Il figlio della maestra
Io sono un orso e odio tutte le feste, in special modo quelle in cui si deve scegliere con chi stare, credo, come la maggior parte dei figli di genitori separati. Ma spesso, una parola, accende i ricordi, ti fa riflettere. Allora, in un mondo che cerca di catalogare per capire, di ordinare per semplificare, mi sono chiesto: di chi sono figlio? A quale categoria appartengo?
Ho iniziato a enumerare mentalmente i luoghi comuni, declinandoli: ci sono i figli di papà, i figli del popolo, il figlio dell’ingegnere, i figli del dottore…
Spesso sono declinati al maschile e hanno un preciso valore: il più alto, la categoria più importante, acquisisce nell’immaginario collettivo più peso. È come se qualcuno partisse avvantaggiato, appartenendo a quella categoria, con la strada in discesa. Altri, appena nati, già dovevano superare il primo ostacolo. E le madri? Ci sono delle categorie declinate al femminile? Rare, poco usate.
Allora ho preso un vecchio album, sfogliandolo ho ritrovato una foto di mia madre. Ci aveva portato allo Zoo di Roma. Guardandola, mi è preso un attimo di nostalgia. Per un istante ho tremato. Lei che abbraccia me e mia sorella, bella come solo le mamme sanno essere, con i capelli gonfi, come usava allora, teneva abbracciati i suoi figli.
Mi sono ripetuto: io a quale categoria appartengo?
La mamma faceva la maestra. Andava da Siena a Celsa in bicicletta per fare il suo lavoro. Poi, con i primi soldi, comprò una Lambretta e quando siamo arrivati noi, una Cinquecento rossa, quella con gli sportelli controvento.
Nei miei giochi di bimbo, tormentavo fino allo sfinimento la pompetta lavavetri. Era una semplice membrana di gomma morbida. Lei me lo lasciava fare, fino a che l’acqua non finiva. Nella mia mente di bimbo pensavo: “Ora le grondaie del tettuccio la riempiranno di nuovo, ed io potrò ricominciare il gioco”.
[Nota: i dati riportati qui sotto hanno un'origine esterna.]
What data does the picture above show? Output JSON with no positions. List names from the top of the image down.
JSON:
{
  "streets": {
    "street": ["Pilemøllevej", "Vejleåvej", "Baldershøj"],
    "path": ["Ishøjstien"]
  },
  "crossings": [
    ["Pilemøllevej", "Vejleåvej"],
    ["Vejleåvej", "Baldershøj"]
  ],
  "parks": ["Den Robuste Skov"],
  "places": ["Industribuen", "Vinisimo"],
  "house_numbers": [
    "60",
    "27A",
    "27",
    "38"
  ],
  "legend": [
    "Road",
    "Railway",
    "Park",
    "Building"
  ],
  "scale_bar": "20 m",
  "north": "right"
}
Consideravo l’auto come una piccola casa, era il posto dove condividevamo le gioie: il panino sui sassi dell’Orcia, la salita all’Amiata, le gite a Follonica, sballottati dalle curve di Prata.
Allora, non divagare, concludi. In quale categoria ti metti? Beh… non so, non riesco a mettermi in una categoria. Io ho sempre visto i rapporti umani come singolarità di valore infinito, attorno a cui ruota tutto il nostro universo. Comunque… il figlio della maestra mi piace.